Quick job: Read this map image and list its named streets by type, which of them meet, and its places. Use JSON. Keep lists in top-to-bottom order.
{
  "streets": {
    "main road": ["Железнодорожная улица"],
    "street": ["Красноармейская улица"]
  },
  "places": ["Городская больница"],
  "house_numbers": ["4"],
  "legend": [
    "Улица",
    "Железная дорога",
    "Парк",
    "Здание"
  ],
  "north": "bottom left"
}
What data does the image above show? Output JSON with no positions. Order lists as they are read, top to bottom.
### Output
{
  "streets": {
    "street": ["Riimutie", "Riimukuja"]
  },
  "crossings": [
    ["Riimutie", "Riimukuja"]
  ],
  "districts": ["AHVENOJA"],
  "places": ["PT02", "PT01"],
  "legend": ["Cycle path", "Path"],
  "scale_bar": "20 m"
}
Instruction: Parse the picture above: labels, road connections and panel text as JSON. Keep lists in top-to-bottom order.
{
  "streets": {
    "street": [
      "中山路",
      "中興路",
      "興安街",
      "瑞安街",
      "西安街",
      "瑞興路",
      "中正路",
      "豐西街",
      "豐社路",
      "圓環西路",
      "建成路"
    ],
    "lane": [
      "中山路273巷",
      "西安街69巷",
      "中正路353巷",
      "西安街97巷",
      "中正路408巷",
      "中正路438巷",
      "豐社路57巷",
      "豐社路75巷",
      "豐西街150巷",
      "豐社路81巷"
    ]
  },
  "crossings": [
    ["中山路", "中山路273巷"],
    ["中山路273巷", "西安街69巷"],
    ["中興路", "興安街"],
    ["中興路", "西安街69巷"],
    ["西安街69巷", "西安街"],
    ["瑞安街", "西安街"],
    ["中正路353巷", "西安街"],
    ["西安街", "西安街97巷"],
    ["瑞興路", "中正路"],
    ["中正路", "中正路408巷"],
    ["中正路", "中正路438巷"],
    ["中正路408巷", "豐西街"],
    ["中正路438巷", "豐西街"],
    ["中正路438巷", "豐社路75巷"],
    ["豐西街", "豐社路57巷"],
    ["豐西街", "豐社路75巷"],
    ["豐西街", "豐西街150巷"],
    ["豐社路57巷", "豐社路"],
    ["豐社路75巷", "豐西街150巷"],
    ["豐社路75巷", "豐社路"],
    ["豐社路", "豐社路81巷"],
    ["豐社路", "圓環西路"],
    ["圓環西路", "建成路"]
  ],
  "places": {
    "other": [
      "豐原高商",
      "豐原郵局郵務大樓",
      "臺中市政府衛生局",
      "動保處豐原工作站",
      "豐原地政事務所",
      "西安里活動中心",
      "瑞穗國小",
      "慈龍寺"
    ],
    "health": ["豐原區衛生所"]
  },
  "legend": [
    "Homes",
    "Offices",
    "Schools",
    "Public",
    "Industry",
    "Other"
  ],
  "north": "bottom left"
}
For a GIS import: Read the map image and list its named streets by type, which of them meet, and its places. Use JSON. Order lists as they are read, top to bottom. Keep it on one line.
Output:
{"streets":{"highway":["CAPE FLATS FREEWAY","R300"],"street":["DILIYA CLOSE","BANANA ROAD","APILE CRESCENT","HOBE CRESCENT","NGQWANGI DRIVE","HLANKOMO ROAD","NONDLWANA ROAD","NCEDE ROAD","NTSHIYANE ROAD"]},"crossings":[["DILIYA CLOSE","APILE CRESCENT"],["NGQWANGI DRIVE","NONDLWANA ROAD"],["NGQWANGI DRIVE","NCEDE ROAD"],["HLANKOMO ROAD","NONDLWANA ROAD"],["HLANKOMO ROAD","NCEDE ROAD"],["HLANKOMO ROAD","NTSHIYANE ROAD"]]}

-.-.-

How to complete this task: Every line from the one containing "For a GIS import: Read" to the final line of the listing above should be set down exactly, with nothing added.

Exercise solution:
For a GIS import: Read the map image and list its named streets by type, which of them meet, and its places. Use JSON. Order lists as they are read, top to bottom. Keep it on one line.
Output:
{"streets":{"highway":["CAPE FLATS FREEWAY","R300"],"street":["DILIYA CLOSE","BANANA ROAD","APILE CRESCENT","HOBE CRESCENT","NGQWANGI DRIVE","HLANKOMO ROAD","NONDLWANA ROAD","NCEDE ROAD","NTSHIYANE ROAD"]},"crossings":[["DILIYA CLOSE","APILE CRESCENT"],["NGQWANGI DRIVE","NONDLWANA ROAD"],["NGQWANGI DRIVE","NCEDE ROAD"],["HLANKOMO ROAD","NONDLWANA ROAD"],["HLANKOMO ROAD","NCEDE ROAD"],["HLANKOMO ROAD","NTSHIYANE ROAD"]]}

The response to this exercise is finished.